*** Records supplied ***

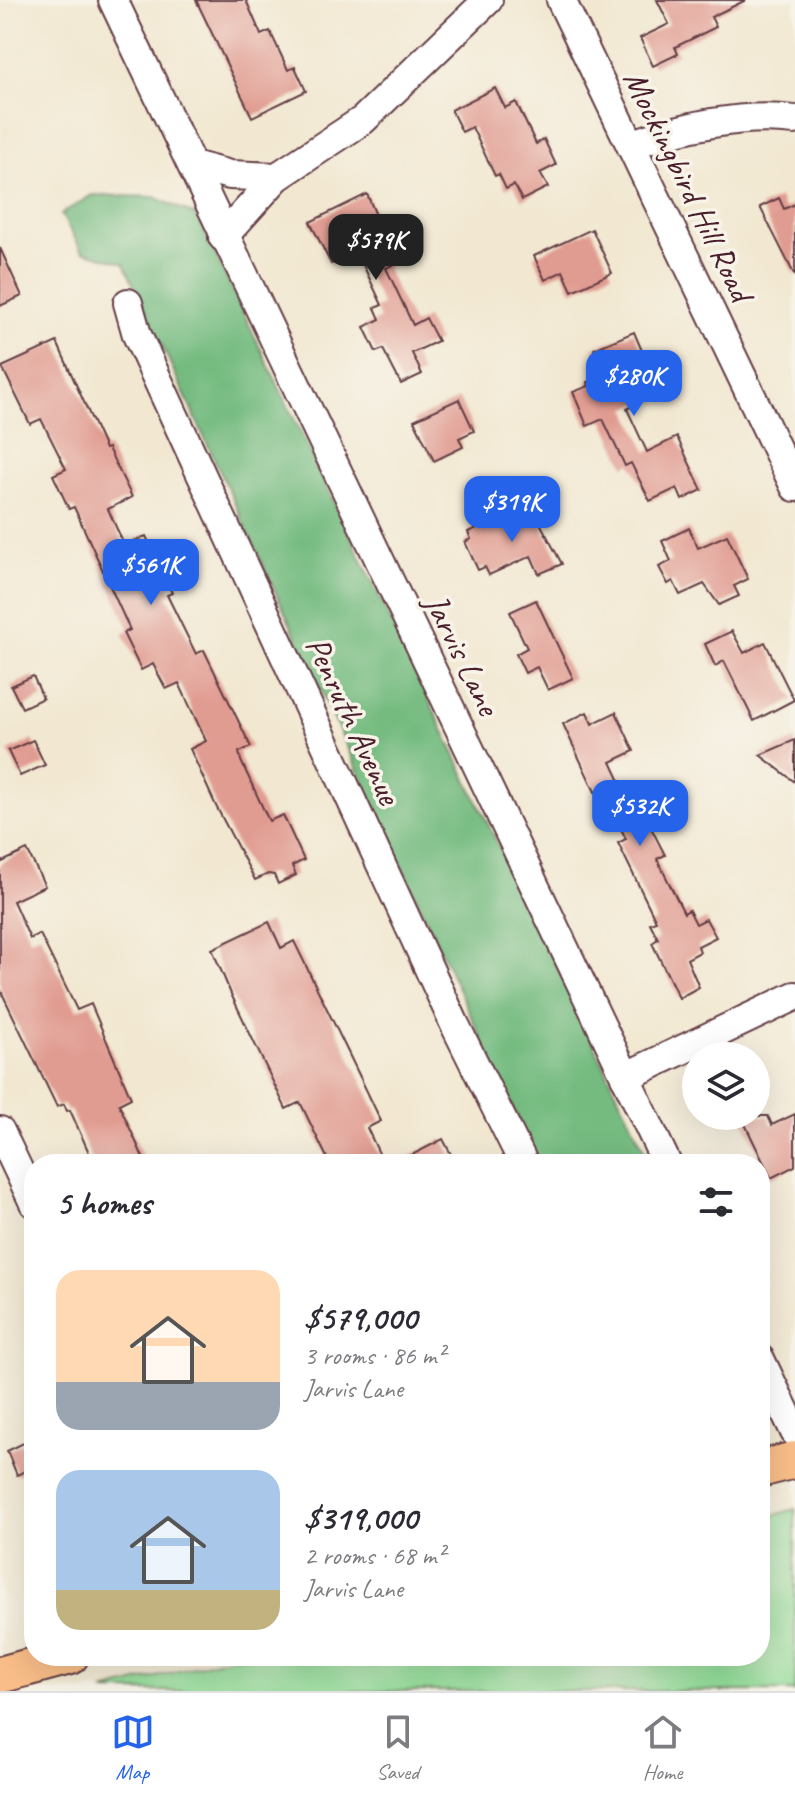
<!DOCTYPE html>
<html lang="en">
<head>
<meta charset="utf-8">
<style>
	:root { --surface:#fff; --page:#f2f2f3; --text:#2b2b33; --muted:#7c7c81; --line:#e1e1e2; --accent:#2563eb }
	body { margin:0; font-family:Caveat,sans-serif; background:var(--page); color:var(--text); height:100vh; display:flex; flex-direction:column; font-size:30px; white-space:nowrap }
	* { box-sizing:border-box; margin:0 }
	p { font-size:26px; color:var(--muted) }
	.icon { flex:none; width:44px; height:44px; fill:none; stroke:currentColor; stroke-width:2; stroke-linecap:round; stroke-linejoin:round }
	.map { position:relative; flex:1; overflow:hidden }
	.drawer { position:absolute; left:24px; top:1154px; width:746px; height:512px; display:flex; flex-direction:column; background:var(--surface); border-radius:32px; box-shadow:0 8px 32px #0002 }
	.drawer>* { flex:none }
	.fabs { position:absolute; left:682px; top:1042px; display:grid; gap:16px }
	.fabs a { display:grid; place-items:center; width:88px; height:88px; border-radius:50%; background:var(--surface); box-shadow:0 8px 32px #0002; font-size:40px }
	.price { position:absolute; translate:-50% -68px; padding:0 18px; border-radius:16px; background:var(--accent); color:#fff; font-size:26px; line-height:52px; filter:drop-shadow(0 2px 4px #0008) }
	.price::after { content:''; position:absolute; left:50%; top:48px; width:24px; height:18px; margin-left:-12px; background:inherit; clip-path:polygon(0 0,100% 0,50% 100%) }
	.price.current { background:#222; color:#fff }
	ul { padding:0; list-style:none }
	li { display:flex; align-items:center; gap:24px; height:200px; padding:0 32px }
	li span { display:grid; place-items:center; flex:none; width:224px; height:160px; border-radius:24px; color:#555 }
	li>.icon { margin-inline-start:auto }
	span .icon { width:96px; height:96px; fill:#fffc; stroke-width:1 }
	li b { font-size:34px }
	h2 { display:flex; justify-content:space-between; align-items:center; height:96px; padding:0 32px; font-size:34px }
	.menu { display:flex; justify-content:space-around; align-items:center; height:112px; border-top:2px solid var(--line); background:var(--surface); font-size:22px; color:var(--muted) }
	.menu a { display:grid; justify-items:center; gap:4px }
	.menu .current { color:var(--accent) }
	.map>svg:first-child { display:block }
	.green { fill:#91db97; stroke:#6e7d61; stroke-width:2 }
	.forest { fill:#74bb80; stroke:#5f6d56; stroke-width:2 }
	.building { fill:#e19c92 }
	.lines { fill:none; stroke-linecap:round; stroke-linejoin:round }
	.minor-casing { stroke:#633d44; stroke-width:32 }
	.major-casing { stroke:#633d44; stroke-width:40 }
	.minor { stroke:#fff; stroke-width:28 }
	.major { stroke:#f8bd88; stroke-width:36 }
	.labels { text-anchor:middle; stroke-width:7; stroke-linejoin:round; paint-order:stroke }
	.street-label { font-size:34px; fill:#4a1f2b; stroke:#f7f3e8 }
</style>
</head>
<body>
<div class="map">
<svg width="795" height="1691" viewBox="0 0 795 1691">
	<rect width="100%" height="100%" fill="#f7f3e8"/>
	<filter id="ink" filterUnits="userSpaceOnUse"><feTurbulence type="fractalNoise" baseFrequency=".0125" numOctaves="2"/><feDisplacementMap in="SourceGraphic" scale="16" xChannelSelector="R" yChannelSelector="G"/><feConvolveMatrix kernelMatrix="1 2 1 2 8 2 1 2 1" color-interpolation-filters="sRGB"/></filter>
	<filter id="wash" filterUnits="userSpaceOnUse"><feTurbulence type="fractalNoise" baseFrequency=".006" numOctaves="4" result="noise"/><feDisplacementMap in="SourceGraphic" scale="32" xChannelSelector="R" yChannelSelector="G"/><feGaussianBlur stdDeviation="1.8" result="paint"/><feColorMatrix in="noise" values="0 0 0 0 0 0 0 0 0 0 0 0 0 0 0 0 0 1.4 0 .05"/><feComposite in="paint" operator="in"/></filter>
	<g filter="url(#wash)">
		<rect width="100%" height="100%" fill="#f2e8d2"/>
		<polygon class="green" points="795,1509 795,1691 103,1691 236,1656 760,1656 760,1519"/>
		<polygon class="forest" points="92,195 155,197 197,216 651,1164 539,1164 124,263 82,251 61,214"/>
		<g id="blocks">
			<g class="building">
				<polygon points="196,0 246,0 261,35 270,31 288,70 295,67 306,91 252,117"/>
				<polygon points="657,0 746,0 711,17 716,27 675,47 678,54 653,66 640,38 669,24"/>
				<polygon points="495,88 505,108 516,102 536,144 544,139 556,165 540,173 548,187 522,200 514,185 506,189 499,174 495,176 472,127 462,132 451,110"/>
				<polygon points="367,194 396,263 386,268 413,325 426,318 438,341 412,353 422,374 401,384 383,349 376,352 364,327 380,319 375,308 382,305 357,252 331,264 310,222"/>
				<polygon points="779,198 784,209 795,204 795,276 760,207"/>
				<polygon points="592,229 612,273 572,291 563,271 545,280 534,256"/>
				<polygon points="0,248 22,296 0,306"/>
				<polygon points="634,332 659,391 627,409 647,452 677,437 702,490 682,500 677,488 650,501 631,463 625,466 603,419 587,426 573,392 589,386 588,382 594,379 599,362 594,349"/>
				<polygon points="57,342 105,449 108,448 132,497 108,509 124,545 146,536 172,593 167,595 196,654 204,650 251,747 239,752 241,761 269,821 283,815 304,860 292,866 296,875 278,884 274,875 268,874 255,880 216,806 190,749 206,741 179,683 166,689 153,664 141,670 123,633 130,630 74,507 69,509 53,475 66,469 41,419 30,424 2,367"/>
				<polygon points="459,399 474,431 459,438 463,447 434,461 414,420"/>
				<polygon points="532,508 562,564 539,574 531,556 489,575 485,567 478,570 465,542 471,539 468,532 492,521 494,525"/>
				<polygon points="689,528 698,548 727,535 748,579 734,586 739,596 719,605 704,584 680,595 673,581 668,584 659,567 671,561 662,541"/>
				<polygon points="536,600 573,678 548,690 537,667 525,673 516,654 527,648 510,612"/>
				<polygon points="732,631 744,653 765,642 794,700 754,721 724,661 715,666 705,644"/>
				<polygon points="33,676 43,698 22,708 11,686"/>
				<polygon points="587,712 592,724 616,712 634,751 611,762 633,809 640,806 665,855 657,859 684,913 689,910 696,924 706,919 716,937 698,946 700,952 687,959 699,987 679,998 652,943 658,939 650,923 656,921 618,843 626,839 602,789 595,792 563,724"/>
				<polygon points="33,740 45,765 20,776 8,751"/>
				<polygon points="795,740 795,782 760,755"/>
				<polygon points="27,850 45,886 13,901 30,939 40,934 77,1010 91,1004 131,1098 119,1104 146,1164 94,1164 70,1110 67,1111 64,1104 57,1107 0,989 0,863"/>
				<polygon points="269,922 281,948 294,941 361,1079 381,1121 367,1128 384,1164 330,1164 300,1102 286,1109 231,994 212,949"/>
				<polygon points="795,1114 795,1166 771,1178 741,1116 768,1116 772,1125"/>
				<polygon points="443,1139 456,1164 394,1164"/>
				<polygon points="34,1438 34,1467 17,1475 7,1451"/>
			</g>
		</g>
	</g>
	<g filter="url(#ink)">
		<use href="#blocks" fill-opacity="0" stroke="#633d44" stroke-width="2"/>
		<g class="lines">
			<defs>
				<g id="minor">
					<polyline points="113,0 667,1164"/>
					<polyline points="561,0 795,487"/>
					<path d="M631,145C680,127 742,113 795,120"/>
					<polyline points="192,165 230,175 277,177"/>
					<polyline points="223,237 277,177 363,120 488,0"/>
					<polyline points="128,303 137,335 455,1025 524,1164"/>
					<polyline points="625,1077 795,996"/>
					<polyline points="0,1131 34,1203"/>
					<polyline points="760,1359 795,1432"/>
				</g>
				<g id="major">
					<polyline points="760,1469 795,1460"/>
					<polyline points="0,1675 70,1656"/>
				</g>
			</defs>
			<use href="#minor" class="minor-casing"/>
			<use href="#major" class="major-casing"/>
			<use href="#minor" class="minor"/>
			<use href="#major" class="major"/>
		</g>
	</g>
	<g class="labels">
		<g class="street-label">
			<text transform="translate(689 185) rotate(64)" y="12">Mockingbird Hill Road</text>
			<text transform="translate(463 654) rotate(64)" y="12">Jarvis Lane</text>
			<text transform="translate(354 720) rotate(65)" y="12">Penruth Avenue</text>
		</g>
	</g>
</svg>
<div class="fabs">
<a><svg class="icon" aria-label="layers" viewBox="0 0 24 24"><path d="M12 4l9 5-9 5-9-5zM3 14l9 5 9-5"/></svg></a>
</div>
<b class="price current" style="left:376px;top:282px">$579K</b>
<b class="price" style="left:634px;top:418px">$280K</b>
<b class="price" style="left:512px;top:544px">$319K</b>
<b class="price" style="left:151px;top:607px">$561K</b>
<b class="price" style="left:640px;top:848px">$532K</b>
<section class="drawer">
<h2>5 homes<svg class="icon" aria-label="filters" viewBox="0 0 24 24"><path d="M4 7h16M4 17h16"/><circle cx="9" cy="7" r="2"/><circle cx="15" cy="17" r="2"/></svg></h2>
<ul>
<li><span style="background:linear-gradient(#ffd9b3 70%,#9aa5b1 0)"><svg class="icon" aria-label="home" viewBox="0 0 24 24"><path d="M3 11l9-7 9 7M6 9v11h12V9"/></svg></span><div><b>$579,000</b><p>3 rooms · 86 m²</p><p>Jarvis Lane</p></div></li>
<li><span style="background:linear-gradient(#a9c7e8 75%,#c2b280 0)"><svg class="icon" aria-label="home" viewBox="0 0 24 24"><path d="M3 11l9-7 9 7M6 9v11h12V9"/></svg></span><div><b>$319,000</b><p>2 rooms · 68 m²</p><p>Jarvis Lane</p></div></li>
</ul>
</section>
</div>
<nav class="menu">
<a class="current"><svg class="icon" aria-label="map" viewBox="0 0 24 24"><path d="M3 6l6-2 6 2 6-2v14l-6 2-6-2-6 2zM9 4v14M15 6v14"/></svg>Map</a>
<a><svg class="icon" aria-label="saved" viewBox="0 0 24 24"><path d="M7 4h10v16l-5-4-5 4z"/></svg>Saved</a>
<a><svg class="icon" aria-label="home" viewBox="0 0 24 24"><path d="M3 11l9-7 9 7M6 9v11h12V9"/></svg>Home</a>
</nav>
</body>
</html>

*** End of Records supplied ***

◆ **What to do**
What lines above hold the word "absolute"? Pull each one out.

◆ **Response area**
	.drawer { position:absolute; left:24px; top:1154px; width:746px; height:512px; display:flex; flex-direction:column; background:var(--surface); border-radius:32px; box-shadow:0 8px 32px #0002 }
	.fabs { position:absolute; left:682px; top:1042px; display:grid; gap:16px }
	.price { position:absolute; translate:-50% -68px; padding:0 18px; border-radius:16px; background:var(--accent); color:#fff; font-size:26px; line-height:52px; filter:drop-shadow(0 2px 4px #0008) }
	.price::after { content:''; position:absolute; left:50%; top:48px; width:24px; height:18px; margin-left:-12px; background:inherit; clip-path:polygon(0 0,100% 0,50% 100%) }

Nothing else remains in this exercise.